You may have heard that there’s a generation of older adults in grief because their kids decided against having children of their own. More Americans are opting out of a traditional family path, and in doing so, crushing their parents' desperate wishes for grandchildren.
This topic became a front-page article in the New York Times a few months ago, a trend story that launched a thousand Reddit threads. Most commenters were unsympathetic to these Boomers and Gen Xers because, as one critic lamented, no one should ever force their kids to have kids. (Duh.)
For her entire adult life, Minnesota native Courtney Kocak, 41, was one of the decidedly child-free, focused on her busy writing, acting and stand-up comedy career in Los Angeles. But when her mom confided in her through tears that she always hoped to be a grandparent, Kocak did something radical. She listened.
“I don’t feel like I owe my parents this,” she told me about the prospect of having kids. “But on this particular issue, because they’ve been so lovely to me and gave me this great life, I feel compelled to keep the chain going.”
Shortly after that exchange with her mom, Kocak and her husband decided that they would try to have a baby, a choice she wrote about in an essay published by Business Insider. Her change of heart resonated with me because, well, we’re not supposed to admit that external pressures could influence whether we decide to have a child — one of humankind’s most personal, consequential and irreversible life decisions.

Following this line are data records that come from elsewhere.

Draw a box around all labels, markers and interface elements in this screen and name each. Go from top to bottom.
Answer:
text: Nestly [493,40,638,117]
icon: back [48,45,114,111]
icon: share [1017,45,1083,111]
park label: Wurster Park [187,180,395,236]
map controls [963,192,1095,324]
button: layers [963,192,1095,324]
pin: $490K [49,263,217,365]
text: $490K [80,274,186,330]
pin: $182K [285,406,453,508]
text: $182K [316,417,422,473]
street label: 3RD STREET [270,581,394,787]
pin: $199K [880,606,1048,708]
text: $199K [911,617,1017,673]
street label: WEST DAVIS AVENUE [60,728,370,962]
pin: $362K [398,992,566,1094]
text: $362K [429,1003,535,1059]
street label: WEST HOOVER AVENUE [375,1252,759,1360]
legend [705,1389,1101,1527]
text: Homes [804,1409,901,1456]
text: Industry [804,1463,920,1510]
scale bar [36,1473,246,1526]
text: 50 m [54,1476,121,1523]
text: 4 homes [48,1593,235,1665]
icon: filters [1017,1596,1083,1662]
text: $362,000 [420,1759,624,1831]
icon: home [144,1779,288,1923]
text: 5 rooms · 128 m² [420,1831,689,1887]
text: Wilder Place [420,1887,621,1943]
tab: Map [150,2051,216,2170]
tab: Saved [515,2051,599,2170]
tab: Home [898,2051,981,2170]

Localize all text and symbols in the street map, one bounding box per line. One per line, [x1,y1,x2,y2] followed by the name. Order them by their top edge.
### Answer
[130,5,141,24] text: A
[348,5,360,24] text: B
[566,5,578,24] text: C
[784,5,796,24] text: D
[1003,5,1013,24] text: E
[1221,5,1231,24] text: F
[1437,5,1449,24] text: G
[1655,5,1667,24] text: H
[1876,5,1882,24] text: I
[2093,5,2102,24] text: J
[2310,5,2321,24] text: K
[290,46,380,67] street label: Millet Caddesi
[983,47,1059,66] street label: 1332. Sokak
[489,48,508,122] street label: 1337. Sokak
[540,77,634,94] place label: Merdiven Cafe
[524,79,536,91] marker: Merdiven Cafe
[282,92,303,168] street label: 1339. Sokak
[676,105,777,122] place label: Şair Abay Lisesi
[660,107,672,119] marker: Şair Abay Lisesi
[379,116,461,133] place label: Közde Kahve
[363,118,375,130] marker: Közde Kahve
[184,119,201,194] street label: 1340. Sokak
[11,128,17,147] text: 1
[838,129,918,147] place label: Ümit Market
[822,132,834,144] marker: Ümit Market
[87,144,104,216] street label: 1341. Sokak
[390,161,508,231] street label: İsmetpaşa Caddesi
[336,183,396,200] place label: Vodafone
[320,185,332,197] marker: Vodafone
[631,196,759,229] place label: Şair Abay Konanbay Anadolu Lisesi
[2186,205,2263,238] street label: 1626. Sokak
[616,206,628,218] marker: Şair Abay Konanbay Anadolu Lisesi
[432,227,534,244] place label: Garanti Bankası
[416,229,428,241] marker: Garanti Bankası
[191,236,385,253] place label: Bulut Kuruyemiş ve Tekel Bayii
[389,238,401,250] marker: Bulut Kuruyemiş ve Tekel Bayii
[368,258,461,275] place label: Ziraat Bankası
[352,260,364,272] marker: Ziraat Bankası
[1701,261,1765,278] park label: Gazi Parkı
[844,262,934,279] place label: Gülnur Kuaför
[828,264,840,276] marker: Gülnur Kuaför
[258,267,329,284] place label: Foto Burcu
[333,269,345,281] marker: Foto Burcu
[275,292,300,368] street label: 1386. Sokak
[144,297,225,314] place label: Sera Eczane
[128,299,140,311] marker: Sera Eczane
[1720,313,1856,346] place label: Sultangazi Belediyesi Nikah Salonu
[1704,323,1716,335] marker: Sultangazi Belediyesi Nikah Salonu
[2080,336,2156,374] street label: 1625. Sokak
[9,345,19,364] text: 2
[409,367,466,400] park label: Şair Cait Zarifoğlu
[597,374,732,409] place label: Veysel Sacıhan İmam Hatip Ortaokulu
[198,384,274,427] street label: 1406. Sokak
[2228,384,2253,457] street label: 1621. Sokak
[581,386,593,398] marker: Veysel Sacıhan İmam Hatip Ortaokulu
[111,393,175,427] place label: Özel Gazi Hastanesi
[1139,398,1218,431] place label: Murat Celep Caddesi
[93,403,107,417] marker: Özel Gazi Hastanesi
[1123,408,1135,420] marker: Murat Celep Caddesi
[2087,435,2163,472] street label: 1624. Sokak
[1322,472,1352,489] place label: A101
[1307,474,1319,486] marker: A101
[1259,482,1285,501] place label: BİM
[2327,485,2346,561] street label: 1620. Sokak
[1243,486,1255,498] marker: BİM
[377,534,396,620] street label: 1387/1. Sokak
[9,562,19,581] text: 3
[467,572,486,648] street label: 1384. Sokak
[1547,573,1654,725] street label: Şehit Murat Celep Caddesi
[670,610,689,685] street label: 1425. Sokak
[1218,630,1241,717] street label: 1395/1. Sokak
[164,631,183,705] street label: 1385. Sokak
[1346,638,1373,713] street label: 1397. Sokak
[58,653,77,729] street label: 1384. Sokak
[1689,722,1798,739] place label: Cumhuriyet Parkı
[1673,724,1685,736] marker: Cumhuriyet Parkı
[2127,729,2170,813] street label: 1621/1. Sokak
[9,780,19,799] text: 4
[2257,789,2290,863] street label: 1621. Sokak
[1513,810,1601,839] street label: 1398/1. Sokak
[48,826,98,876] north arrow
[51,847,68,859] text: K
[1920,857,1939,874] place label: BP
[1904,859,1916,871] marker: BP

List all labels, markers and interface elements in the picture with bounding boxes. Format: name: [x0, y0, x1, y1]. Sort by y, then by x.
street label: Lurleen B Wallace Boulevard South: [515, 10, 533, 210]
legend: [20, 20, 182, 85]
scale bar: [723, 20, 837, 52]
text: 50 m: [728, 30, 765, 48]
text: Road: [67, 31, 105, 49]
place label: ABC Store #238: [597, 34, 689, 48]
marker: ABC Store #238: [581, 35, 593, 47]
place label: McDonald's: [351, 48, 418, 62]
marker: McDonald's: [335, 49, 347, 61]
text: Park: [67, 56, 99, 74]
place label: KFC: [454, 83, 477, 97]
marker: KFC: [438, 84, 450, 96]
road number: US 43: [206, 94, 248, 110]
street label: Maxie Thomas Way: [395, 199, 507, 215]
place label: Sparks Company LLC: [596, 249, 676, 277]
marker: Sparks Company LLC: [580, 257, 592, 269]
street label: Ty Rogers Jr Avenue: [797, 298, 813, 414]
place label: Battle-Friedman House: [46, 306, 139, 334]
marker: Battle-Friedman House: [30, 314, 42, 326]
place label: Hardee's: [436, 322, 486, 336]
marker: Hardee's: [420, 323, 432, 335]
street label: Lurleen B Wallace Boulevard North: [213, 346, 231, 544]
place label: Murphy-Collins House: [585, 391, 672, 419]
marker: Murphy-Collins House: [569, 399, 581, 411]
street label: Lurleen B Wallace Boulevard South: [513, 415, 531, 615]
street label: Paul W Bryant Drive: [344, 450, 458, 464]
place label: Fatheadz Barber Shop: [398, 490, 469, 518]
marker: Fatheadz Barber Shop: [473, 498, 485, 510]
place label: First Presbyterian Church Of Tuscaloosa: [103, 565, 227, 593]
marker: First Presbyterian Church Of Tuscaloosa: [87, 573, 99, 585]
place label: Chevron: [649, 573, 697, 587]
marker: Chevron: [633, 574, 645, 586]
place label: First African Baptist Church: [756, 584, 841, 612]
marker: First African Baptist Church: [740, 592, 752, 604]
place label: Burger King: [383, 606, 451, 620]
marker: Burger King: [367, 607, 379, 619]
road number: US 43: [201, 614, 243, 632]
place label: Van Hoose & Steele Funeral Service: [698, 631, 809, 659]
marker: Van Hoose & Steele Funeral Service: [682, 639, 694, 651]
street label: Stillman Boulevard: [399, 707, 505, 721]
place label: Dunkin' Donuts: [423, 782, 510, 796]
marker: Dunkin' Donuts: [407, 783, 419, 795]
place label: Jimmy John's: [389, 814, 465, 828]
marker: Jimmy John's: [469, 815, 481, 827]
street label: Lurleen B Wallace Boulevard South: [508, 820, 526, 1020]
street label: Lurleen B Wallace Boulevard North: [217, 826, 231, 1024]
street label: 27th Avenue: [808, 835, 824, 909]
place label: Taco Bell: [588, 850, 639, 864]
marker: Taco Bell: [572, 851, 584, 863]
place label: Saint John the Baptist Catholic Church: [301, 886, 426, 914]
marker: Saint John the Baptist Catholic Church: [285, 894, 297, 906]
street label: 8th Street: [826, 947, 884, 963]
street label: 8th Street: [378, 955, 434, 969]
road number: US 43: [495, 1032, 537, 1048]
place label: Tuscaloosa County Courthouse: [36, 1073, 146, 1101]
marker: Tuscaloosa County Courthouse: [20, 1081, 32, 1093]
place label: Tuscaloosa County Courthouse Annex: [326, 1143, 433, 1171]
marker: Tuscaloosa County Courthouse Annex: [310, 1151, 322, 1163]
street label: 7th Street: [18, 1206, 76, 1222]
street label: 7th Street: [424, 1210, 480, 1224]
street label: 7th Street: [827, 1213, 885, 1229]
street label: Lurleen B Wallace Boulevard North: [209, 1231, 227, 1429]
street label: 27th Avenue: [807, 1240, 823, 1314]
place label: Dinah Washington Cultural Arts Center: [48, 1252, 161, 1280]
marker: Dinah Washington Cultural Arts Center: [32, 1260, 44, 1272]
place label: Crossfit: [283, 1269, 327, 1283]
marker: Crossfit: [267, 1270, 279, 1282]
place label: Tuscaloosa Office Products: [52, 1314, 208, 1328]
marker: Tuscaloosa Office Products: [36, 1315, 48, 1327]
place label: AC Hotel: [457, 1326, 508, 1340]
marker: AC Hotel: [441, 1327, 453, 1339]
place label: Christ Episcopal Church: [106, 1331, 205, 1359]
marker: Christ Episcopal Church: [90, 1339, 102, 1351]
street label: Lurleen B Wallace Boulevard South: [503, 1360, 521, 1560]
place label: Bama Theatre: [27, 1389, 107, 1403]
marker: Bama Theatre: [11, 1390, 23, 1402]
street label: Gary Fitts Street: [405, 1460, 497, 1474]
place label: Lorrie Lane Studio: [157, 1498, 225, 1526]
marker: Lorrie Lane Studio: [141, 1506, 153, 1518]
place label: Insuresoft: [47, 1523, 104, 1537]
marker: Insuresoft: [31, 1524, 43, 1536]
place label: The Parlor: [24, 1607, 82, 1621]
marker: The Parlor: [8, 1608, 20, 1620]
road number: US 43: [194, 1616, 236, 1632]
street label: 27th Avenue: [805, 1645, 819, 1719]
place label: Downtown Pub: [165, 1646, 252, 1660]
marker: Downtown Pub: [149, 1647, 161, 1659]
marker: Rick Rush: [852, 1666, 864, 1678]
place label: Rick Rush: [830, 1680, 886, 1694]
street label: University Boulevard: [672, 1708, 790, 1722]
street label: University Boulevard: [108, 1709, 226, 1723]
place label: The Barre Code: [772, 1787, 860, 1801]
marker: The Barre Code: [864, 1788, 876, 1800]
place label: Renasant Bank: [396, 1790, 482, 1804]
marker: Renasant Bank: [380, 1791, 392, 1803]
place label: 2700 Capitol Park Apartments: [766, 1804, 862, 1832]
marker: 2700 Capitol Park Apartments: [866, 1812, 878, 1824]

The truth is, you could be blissfully sitting on the fence for years until a now-or-never urgency starts to kick in. For Kocak, she noticed many of her peers in Los Angeles started to become new parents. Scrolling through their posts, she couldn’t help but envision what it would be like to have a daughter of her own. She also thought of her own precious relationship with her grandparents, and how that intergenerational bond between elder and child could stop with her.
“My grandmas have passed now, and it brings it into sharp relief: The people you cherish and love so much, they can go at any time,” she said. “I want my parents to have that time, and I want my kids to have that time, too. Grandparents are such a gift.”
Her parents, Mark and Kerri Kocak, are in their 60s, retired from their teaching jobs and living in the small southern Minnesota community of Jackson. They have four kids of their own and envisioned they would have been grandparents by now.